Çin’de başlayan ve 13 ülkeye yayılan salgınla ilgili sayıların daima değiştiğini söz eden Dr. Astarcıoğlu, 7 binden fazla insanın bu hastalıkla çaba ettiğine dikkat çekerek, 12 bin kişinin de kuşkulu olay olarak takip edildiğini söz etti. Ülkelerin Dünya Sıhhat Örgütü ile iş birliği yapıp bildirim yapması gerektiğini anlatan Astarcıoğlu, virüsten korunmak için yapılması gerekenlerle ilgili şunları söyledi: “Sağlık Bakanlığı henüz Türkiye’de bir olay açıklamadı. Lakin kuşkulu olayla karşılaştığımızda kesinlikle bildirmemiz isteniyor. Bilhassa çocukların bunun üzere birçok virüsten korunması için gereken tedbirleri almasını öneriyorum. Her şeyin başı sağlıklı beslenmektir.

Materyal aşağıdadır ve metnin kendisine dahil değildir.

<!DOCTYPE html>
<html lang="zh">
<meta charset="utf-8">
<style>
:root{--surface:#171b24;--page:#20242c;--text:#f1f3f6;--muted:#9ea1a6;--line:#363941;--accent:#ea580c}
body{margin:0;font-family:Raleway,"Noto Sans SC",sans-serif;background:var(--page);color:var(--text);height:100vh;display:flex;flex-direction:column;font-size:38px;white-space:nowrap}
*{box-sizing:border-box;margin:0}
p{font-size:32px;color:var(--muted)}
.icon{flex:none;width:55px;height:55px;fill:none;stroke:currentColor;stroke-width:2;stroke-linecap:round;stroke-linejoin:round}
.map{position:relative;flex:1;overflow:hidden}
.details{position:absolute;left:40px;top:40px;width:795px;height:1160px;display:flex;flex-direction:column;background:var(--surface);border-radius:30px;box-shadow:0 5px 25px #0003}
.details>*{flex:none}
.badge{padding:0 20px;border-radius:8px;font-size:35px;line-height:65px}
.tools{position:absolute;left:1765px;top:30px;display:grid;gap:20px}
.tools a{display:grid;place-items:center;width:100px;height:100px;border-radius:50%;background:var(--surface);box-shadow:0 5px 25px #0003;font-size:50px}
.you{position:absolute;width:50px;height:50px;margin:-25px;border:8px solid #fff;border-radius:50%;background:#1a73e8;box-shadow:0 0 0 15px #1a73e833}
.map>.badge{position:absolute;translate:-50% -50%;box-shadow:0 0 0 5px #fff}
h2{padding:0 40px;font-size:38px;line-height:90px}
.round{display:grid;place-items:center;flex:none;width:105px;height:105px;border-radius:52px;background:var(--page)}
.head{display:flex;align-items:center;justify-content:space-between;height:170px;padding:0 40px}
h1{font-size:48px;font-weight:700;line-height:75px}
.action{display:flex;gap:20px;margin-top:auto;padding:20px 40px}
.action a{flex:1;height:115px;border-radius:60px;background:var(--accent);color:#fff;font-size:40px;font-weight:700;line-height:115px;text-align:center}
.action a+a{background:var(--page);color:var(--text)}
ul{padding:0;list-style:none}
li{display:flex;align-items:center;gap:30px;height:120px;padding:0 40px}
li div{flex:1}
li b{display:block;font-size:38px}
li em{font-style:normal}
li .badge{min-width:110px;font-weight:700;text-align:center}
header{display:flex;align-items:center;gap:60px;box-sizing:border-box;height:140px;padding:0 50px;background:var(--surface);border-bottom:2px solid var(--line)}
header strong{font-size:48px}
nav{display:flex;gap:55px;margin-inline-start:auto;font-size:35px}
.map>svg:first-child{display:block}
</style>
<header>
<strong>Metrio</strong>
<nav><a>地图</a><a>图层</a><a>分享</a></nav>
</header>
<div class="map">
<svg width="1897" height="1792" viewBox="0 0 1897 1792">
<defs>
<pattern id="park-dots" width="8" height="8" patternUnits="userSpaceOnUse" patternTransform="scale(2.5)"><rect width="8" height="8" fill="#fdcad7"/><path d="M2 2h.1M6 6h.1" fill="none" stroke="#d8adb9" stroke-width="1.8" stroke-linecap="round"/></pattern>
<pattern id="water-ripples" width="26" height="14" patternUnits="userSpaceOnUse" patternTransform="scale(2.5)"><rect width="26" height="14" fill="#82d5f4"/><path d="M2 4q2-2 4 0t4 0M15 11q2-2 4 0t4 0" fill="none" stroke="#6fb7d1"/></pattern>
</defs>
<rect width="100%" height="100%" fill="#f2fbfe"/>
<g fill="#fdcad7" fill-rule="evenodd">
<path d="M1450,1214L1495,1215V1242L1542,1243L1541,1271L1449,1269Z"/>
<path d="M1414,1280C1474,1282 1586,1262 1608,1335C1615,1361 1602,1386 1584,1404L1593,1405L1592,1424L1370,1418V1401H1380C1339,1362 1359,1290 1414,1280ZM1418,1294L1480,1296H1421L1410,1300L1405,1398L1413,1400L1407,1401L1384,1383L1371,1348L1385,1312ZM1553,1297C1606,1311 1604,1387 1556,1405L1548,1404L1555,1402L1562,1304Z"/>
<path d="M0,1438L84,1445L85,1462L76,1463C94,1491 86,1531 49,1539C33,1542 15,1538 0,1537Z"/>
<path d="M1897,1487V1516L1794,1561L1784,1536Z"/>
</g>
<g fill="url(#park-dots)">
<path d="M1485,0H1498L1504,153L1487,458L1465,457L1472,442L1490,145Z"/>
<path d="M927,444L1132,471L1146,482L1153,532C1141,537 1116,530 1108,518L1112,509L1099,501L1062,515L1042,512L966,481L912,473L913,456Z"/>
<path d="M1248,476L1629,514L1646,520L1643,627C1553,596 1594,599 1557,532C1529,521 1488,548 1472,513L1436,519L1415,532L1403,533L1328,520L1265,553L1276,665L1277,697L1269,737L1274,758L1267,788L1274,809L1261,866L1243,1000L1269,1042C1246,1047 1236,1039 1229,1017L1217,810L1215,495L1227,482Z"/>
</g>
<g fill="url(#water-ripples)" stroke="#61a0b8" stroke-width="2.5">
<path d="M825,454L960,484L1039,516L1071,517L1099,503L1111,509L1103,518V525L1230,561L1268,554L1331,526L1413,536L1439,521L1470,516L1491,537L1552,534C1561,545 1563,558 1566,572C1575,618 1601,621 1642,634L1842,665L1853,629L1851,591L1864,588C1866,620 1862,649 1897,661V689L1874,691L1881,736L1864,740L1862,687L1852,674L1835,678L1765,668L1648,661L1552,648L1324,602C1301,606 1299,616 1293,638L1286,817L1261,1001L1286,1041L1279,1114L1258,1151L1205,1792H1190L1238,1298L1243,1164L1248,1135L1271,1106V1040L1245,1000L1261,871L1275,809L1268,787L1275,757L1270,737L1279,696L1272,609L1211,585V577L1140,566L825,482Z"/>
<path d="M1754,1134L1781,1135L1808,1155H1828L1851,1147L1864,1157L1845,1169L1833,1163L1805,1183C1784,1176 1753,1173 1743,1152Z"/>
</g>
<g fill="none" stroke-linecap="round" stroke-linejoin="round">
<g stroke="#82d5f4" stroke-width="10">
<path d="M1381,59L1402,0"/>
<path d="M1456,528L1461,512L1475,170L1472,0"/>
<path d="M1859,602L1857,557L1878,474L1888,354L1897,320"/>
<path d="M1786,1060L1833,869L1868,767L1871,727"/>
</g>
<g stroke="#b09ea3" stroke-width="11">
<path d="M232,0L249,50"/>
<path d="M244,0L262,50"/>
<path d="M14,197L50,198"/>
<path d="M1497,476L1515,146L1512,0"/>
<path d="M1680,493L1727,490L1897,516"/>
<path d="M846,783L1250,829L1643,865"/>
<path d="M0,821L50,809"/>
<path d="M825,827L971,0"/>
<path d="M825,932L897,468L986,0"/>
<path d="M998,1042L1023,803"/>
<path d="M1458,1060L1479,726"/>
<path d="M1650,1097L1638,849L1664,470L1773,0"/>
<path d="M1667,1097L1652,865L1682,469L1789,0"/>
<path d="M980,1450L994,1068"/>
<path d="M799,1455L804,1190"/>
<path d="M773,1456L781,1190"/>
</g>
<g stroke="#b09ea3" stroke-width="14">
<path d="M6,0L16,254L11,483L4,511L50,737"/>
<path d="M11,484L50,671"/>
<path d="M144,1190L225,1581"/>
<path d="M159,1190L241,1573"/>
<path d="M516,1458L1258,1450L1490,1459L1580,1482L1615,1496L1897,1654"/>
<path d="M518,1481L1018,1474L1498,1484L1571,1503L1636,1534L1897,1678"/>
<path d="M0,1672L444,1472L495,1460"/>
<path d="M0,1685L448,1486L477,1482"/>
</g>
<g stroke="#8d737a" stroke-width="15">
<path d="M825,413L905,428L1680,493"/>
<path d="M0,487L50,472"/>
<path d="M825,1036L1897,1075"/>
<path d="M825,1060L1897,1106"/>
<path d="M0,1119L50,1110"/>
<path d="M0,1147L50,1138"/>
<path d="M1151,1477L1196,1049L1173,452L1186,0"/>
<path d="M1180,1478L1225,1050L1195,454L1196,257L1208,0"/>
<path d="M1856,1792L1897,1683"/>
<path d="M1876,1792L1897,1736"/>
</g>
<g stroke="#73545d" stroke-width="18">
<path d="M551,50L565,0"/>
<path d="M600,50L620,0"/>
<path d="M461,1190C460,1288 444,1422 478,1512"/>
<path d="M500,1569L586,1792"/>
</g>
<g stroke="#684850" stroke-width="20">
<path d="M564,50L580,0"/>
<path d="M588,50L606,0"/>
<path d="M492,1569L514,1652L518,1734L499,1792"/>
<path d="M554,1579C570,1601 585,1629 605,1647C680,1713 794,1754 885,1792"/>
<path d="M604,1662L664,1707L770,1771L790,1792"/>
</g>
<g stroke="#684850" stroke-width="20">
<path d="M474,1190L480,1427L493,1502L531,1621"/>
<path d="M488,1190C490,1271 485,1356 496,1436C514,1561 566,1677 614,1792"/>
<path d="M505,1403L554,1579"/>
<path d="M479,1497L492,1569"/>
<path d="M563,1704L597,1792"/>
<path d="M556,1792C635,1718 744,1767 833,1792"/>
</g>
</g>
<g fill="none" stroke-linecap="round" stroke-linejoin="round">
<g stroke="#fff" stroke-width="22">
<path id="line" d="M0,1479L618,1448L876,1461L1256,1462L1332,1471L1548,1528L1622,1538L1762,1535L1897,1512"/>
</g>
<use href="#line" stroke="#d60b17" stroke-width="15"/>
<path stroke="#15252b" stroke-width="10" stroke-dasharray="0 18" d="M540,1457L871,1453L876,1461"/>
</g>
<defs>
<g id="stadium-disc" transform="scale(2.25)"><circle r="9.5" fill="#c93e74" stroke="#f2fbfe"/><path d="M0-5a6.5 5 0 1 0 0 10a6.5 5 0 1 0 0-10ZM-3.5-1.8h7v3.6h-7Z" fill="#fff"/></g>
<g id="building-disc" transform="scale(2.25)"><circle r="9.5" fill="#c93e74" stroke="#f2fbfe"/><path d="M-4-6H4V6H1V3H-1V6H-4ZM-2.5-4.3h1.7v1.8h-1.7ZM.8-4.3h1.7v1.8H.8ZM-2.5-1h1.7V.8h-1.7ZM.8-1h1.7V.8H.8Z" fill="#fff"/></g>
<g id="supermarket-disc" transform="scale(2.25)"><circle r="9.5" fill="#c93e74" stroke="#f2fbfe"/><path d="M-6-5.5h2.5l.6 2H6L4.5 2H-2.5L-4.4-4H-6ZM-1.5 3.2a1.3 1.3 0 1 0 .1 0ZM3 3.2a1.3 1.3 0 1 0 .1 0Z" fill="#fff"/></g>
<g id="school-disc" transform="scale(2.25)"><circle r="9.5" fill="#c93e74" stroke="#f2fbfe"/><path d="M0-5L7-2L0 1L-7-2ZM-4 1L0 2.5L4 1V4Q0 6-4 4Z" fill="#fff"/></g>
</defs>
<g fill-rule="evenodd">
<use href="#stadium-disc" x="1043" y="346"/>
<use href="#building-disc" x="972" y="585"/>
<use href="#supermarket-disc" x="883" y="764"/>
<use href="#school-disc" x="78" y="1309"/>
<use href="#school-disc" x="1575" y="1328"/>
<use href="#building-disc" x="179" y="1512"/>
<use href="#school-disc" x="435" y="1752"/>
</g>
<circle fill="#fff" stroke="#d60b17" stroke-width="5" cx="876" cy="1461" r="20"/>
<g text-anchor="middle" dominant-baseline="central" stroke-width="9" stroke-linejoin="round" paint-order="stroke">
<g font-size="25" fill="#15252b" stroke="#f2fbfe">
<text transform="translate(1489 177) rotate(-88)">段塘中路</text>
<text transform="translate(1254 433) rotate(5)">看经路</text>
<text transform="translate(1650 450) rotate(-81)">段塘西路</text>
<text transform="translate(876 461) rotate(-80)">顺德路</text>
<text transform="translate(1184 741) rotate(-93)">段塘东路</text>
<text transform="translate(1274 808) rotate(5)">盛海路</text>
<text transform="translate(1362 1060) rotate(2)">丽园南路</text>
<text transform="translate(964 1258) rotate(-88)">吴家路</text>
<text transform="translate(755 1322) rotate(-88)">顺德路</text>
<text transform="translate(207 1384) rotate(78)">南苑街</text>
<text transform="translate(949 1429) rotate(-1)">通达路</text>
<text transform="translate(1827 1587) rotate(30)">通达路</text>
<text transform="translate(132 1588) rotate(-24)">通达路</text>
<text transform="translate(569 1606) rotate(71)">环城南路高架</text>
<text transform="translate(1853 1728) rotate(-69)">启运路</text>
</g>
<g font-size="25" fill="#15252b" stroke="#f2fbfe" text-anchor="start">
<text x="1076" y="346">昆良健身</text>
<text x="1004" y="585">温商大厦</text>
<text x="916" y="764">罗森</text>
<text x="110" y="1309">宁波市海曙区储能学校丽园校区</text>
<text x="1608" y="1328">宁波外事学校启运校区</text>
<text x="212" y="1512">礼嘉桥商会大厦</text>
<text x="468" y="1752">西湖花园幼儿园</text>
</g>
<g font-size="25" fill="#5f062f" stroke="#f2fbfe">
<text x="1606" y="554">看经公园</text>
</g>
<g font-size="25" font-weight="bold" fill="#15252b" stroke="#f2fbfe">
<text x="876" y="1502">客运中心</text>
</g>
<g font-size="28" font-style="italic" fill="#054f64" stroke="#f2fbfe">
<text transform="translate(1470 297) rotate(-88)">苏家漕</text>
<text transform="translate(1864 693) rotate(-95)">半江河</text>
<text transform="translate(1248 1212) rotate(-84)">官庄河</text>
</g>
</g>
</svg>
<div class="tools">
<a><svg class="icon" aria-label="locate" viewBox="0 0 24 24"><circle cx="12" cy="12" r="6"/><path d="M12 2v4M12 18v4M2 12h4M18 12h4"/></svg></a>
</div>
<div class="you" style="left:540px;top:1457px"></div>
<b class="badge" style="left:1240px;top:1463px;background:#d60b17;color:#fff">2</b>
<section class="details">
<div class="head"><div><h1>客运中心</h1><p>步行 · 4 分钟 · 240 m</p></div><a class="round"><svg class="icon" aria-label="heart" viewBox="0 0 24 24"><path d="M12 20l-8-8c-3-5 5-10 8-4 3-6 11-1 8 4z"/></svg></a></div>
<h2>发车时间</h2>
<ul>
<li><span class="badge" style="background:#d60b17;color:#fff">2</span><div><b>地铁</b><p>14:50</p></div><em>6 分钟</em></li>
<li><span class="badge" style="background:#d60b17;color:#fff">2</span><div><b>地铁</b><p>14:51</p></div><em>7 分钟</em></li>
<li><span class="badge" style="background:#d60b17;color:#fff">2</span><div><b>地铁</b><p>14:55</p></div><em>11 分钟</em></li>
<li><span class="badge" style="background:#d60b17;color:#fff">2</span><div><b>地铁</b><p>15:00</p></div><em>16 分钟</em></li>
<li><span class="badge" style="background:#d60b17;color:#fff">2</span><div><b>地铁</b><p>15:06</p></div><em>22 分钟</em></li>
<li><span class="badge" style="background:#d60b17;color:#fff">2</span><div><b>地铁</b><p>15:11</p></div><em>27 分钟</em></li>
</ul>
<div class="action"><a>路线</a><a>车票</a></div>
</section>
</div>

Sağlıklı beslenip bağışıklık sisteminizi sağlıklı bir tempoda tutarsınız her türlü virüsü büyük ölçüde engellemiş olursunuz. Bunun için el hijyeni çok kıymetli. Burun akıntısı ve hapşırık olduğu periyotlarda elimize bir mendil alıp hapşırırken mendili ağzımızın önüne koymamız kıymetli. Mendilimiz yoksa kolumuzun içi ya da dirseğimizle ağzımızı kapatabiliriz. Hasta olduğunu bildiğimiz beşerlerle temas etmememiz çok kıymetli. Dışarıda yahut rastgele bir yerde hayvanlarla temas ettikten sonra el yıkamalı, çiftlik hayvanlarıyla korunmasız olarak temas etmemeliyiz. Yediğimiz yumurta ve etleri hoş pişirmeliyiz. Aslında bütün viral enfeksiyonlarda alınması gereken tedbirler benzeridir. ‘Koronavirüs’ tanınan olduğu için bu gündemde.”‘MASKENİZİ 2 SAATTE BİR DEĞİŞTİRİN’Son günlerde maske satışlarında da büyük artış yaşandığını söyleyen Uzm. Dr.Görkem Astarcıoğlu, maskeyle tüm risklerin önüne geçmenin mümkün olmadığına dikkat çekerek virüslerin teneffüs yolu ve damlacıkla bulaştığını fakat elleri düzgün sabunlamanın kıymetini hatırlattı. Maskelerin yanlışsız kullanımı hakkında bilgiler veren Astarcıoğlu şöyle konuştu:
“Maskeler bizim damlacıklarla hastalığı bulaştırmamızı engellemeye yarayan bariyerlerdir. Ancak maskeleri de bazen yanlış kullanıyoruz. Sabahtan akşama kadar birebir maskeyle gezmenin bir koruyuculuğu olmaz. Kendimiz gripsek etrafa bulaştırmamak için 2 saatte bir yeni maskeyle değiştirmeliyiz. Ancak dışarıdan mikrobu kapmamak için kalabalığa girmemek hasta olan beşerlerle temas etmemek üzere durumlara dikkat etmeliyiz. Mecbursanız kalabalığa girmeye maske takın, lakin el hijyeni her vakit daha değerlidir. Maske üreticilerinin şu anda maske yetiştiremediğini biliyorum. Çin’den de maske talebi var. Zira onlar maske kullanmaya alışık hava kirliliği nedeniyle. Maskeyi ağız ve burnunuzu içeri alacak biçimde yüzünüze oturtmalı, burnunuzun üzerine gelen klipsi sıkıştırmalısınız. Profesyonel ve toz geçirmeyen maskeler var. Lakin onları herkesin bulması mümkün değil. Kolay, kulak lastikli maskelerin de burnunuza oturtmak için teli var.”